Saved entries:
BEGIN

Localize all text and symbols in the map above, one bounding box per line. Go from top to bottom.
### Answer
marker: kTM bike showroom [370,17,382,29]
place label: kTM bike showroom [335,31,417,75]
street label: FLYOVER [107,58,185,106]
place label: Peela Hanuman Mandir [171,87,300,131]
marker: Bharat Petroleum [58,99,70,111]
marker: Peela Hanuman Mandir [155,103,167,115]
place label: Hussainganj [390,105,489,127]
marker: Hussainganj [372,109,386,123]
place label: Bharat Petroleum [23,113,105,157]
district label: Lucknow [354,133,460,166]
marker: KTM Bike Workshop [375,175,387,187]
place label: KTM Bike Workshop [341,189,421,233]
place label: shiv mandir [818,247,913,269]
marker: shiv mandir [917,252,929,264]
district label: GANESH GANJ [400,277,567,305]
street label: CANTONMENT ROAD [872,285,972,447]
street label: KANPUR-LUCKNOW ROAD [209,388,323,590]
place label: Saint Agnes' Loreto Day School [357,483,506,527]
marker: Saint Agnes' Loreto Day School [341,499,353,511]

END

WHAT TO PRODUCE: Print the entries exactly. Include every one.

ANSWER TO THE EXERCISE:
Localize all text and symbols in the map above, one bounding box per line. Go from top to bottom.
### Answer
marker: kTM bike showroom [370,17,382,29]
place label: kTM bike showroom [335,31,417,75]
street label: FLYOVER [107,58,185,106]
place label: Peela Hanuman Mandir [171,87,300,131]
marker: Bharat Petroleum [58,99,70,111]
marker: Peela Hanuman Mandir [155,103,167,115]
place label: Hussainganj [390,105,489,127]
marker: Hussainganj [372,109,386,123]
place label: Bharat Petroleum [23,113,105,157]
district label: Lucknow [354,133,460,166]
marker: KTM Bike Workshop [375,175,387,187]
place label: KTM Bike Workshop [341,189,421,233]
place label: shiv mandir [818,247,913,269]
marker: shiv mandir [917,252,929,264]
district label: GANESH GANJ [400,277,567,305]
street label: CANTONMENT ROAD [872,285,972,447]
street label: KANPUR-LUCKNOW ROAD [209,388,323,590]
place label: Saint Agnes' Loreto Day School [357,483,506,527]
marker: Saint Agnes' Loreto Day School [341,499,353,511]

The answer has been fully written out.